A new nationwide legalization plan may not materialize for years to come, if ever.

But according to the new report from Pew Charitable Trusts, state and local policymakers can look to the lessons of two legalization programs: the 1986 Immigration Reform and Control Act, whose legalization component is remembered as "amnesty," and the ongoing Deferred Action for Childhood Arrivals program, or DACA, which since August 2012 has allowed young people who came to the U.S. as minors to apply for temporary legal status and work permits.

While the federal government created them, both of these programs have required state and local involvement, for example, as applicants seek out necessary documents or civics classes. Young applicants applying for DACA have flooded school districts with requests for transcripts as they try to prove their length of stay in the U.S.. And when applicants for the 1986 amnesty had to take English and civics courses, states received federal grant funding to offset the cost of these services.

Some state and local jurisdictions have responded to demand from DACA applicants with online instructions for transcripts-seekers and other services. Initiatives like these are a training of sorts, said Pew's Michele Waslin during a media teleconference Wednesday.

"States are already beginning to prepare themselves for a future legalization process," Waslin said.

But if there were another massive legalization program like the 1986 amnesty, the demand would be unprecedented. Almost 3 million immigrants obtained amnesty then, but there are now an estimated 11 million unauthorized immigrants living in the U.S.

Many of these immigrants no longer live in traditional receiving states, either. In 1986, the top five states in which immigrants eligible for amnesty lived were California, Texas, New York, Illinois and Florida. The same five states top the list for deferred action applicants, but there are also non-traditional states lower down on the list, like Georgia, North Carolina and Washington.

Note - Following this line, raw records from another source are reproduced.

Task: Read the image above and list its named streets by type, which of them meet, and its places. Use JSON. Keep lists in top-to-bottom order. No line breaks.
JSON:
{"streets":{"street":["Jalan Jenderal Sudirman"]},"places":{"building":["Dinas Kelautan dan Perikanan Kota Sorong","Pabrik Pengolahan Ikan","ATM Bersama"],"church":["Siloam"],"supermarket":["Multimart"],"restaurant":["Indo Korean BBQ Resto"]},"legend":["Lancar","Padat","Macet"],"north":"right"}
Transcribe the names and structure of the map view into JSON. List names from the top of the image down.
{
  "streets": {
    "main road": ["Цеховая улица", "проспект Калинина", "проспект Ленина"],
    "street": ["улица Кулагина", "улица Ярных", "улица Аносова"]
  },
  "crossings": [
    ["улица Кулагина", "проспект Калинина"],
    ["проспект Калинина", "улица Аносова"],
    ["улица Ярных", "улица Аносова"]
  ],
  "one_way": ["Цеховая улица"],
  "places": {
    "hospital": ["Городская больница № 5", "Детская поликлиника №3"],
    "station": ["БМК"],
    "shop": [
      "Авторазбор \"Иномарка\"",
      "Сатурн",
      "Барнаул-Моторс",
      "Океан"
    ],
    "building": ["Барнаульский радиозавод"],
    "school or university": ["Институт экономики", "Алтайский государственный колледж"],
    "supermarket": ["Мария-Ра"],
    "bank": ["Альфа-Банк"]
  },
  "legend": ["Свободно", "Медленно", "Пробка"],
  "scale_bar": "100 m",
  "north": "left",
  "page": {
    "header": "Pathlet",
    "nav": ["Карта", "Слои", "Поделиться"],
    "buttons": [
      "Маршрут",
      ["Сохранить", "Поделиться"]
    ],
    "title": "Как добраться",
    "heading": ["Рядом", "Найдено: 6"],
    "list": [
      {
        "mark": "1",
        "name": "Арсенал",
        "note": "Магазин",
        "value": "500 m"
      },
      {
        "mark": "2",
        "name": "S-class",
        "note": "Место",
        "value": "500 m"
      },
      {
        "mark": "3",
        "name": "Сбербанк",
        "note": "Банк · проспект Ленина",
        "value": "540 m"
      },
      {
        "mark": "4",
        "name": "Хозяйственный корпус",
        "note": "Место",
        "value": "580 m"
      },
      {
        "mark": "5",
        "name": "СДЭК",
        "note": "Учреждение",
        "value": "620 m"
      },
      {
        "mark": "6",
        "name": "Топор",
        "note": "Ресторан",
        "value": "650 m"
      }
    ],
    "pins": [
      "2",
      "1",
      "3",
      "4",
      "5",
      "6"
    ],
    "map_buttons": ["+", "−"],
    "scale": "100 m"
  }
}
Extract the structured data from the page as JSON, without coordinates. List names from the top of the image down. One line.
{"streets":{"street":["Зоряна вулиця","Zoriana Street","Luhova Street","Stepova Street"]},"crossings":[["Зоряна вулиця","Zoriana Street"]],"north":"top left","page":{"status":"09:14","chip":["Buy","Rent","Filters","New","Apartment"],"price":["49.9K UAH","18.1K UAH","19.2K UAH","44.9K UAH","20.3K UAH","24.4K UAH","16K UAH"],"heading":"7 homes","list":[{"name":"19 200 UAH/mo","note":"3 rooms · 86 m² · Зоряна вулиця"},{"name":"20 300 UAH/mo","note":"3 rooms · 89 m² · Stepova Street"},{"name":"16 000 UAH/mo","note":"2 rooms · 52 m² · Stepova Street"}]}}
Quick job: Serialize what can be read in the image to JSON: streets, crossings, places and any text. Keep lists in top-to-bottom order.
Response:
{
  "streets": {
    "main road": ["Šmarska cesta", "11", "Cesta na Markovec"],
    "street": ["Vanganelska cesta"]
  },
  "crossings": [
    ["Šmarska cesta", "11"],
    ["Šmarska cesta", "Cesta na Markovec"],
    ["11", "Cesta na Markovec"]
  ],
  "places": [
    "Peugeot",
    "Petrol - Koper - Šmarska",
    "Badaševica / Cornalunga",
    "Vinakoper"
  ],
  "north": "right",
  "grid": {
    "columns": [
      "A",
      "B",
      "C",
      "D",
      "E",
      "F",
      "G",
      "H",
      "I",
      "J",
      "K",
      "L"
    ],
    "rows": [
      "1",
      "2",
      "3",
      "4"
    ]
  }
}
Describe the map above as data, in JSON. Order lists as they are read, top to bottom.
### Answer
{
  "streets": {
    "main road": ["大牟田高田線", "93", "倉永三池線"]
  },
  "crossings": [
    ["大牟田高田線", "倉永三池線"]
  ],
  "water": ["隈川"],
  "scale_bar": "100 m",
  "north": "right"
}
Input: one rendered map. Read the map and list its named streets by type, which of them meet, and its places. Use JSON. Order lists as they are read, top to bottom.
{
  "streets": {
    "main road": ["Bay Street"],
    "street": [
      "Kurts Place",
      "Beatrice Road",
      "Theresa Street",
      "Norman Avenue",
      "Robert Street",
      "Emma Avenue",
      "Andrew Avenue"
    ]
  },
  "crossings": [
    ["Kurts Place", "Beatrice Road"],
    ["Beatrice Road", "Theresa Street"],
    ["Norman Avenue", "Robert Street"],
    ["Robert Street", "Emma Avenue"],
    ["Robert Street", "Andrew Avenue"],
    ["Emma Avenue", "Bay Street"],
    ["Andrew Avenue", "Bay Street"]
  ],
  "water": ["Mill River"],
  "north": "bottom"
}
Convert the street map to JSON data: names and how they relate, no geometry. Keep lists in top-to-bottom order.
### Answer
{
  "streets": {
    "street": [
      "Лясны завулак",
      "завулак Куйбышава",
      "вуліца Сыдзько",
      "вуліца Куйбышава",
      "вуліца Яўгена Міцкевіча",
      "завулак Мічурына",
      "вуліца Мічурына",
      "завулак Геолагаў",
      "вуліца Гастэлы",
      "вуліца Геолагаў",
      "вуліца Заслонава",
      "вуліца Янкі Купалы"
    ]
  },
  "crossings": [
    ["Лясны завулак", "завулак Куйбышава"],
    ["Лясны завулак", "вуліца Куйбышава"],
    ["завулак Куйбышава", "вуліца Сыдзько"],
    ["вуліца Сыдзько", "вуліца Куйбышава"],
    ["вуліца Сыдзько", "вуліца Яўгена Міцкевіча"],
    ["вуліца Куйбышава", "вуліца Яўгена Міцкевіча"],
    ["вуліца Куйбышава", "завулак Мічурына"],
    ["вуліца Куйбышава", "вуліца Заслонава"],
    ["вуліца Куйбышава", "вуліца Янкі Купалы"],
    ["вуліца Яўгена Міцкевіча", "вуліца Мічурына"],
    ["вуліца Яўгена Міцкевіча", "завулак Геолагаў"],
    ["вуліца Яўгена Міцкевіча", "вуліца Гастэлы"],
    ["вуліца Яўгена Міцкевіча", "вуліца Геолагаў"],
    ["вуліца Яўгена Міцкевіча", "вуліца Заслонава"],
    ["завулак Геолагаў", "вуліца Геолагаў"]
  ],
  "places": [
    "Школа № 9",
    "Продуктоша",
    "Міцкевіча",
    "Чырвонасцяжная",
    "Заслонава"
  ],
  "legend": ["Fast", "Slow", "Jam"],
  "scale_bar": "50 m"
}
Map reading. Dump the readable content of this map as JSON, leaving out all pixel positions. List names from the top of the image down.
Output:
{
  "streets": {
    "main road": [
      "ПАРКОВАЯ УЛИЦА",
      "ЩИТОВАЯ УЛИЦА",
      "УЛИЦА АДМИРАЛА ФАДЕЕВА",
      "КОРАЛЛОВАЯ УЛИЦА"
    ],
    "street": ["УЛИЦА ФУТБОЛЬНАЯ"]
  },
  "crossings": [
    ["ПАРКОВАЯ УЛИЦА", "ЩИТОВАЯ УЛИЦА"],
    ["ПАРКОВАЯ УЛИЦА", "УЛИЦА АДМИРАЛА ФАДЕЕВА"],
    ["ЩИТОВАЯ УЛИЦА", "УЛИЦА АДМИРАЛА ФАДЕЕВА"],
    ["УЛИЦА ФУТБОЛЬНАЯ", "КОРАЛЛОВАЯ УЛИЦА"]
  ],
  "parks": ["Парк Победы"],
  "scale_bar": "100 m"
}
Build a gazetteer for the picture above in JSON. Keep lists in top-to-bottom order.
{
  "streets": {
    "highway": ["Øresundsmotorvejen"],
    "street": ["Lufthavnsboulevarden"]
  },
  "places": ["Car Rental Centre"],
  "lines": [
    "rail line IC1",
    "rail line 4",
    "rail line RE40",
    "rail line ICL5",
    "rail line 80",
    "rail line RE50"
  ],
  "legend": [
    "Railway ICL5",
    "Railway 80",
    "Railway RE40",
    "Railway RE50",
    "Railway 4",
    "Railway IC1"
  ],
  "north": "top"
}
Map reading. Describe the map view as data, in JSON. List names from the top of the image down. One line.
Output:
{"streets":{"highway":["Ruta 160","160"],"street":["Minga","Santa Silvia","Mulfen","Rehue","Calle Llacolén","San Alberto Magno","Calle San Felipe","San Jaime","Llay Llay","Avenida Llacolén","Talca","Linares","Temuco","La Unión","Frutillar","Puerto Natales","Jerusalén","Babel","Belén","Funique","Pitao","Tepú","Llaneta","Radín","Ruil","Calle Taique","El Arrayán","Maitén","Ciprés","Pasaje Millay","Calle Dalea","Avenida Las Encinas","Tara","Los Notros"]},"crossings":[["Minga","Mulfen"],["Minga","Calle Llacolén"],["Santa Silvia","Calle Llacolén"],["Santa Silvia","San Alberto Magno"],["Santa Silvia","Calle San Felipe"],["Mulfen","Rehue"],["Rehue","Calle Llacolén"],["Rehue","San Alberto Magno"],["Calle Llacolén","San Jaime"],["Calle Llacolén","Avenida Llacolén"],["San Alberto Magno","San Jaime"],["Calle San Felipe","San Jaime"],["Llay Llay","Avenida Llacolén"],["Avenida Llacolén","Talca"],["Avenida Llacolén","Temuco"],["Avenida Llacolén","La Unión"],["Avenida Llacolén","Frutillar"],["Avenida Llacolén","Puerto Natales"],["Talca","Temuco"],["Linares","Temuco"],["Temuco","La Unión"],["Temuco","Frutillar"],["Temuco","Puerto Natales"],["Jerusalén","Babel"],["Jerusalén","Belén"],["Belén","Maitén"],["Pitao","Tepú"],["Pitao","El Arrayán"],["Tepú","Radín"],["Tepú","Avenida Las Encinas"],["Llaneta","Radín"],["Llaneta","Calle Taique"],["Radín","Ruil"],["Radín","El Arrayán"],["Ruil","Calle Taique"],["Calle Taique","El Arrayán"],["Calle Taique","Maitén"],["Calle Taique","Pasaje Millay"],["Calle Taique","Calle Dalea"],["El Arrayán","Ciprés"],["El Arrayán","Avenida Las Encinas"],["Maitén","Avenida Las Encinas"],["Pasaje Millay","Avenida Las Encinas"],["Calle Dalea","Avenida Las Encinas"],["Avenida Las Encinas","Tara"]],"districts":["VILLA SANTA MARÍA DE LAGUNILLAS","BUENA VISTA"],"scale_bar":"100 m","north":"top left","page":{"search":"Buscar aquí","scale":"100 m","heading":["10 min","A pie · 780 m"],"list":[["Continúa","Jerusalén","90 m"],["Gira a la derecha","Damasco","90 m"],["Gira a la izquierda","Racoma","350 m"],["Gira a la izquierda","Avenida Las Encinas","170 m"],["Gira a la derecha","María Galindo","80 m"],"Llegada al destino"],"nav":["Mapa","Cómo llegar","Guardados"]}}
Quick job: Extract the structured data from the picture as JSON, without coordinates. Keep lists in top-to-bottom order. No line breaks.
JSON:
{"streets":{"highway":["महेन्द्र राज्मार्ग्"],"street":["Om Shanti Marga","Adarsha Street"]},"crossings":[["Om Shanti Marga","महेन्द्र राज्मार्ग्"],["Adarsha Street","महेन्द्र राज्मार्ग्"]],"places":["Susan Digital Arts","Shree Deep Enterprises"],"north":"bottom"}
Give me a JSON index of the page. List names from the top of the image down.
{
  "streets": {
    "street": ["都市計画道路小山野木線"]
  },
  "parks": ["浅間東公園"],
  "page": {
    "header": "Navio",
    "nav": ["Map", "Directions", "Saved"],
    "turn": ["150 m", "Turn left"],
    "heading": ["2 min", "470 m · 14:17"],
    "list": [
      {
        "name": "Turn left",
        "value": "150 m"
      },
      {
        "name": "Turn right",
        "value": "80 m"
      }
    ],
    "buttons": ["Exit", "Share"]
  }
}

According to the report, some of the critical roles that states have taken on during the implementation of federal programs like IRCA and DACA are:

  • Outreach and public education. States and localities may inform potential applicants about programs and provide information about the application process.
  • Documentation. State and local governments may be the source of the documentation that applicants need to meet certain eligibility requirements, including presence in the United States for a defined period and proof of educational attainment.
  • Education. State and local institutions are likely to be the source of English language and U.S. history and civics education, as well as other specified education that applicants may need to qualify for a legalization program.
  • Protection from fraudulent or predatory providers of immigration legal services. States have played a prominent role in protecting noncitizens from fraudulent activities targeting them and promising legal status for a fee—a practice that has historically occurred when the federal government has announced a legalization or immigration relief program or even when there have been rumors of a possible new legalization program.

The report concludes that if the U.S. were to enact a new legalization program - which is not a given at this point - the roles played by states and localities would largely be determined by whatever rules are set: eligibility requirements, application deadlines and so forth. But it will pay for state and local officials to be prepared.

View the entire report here.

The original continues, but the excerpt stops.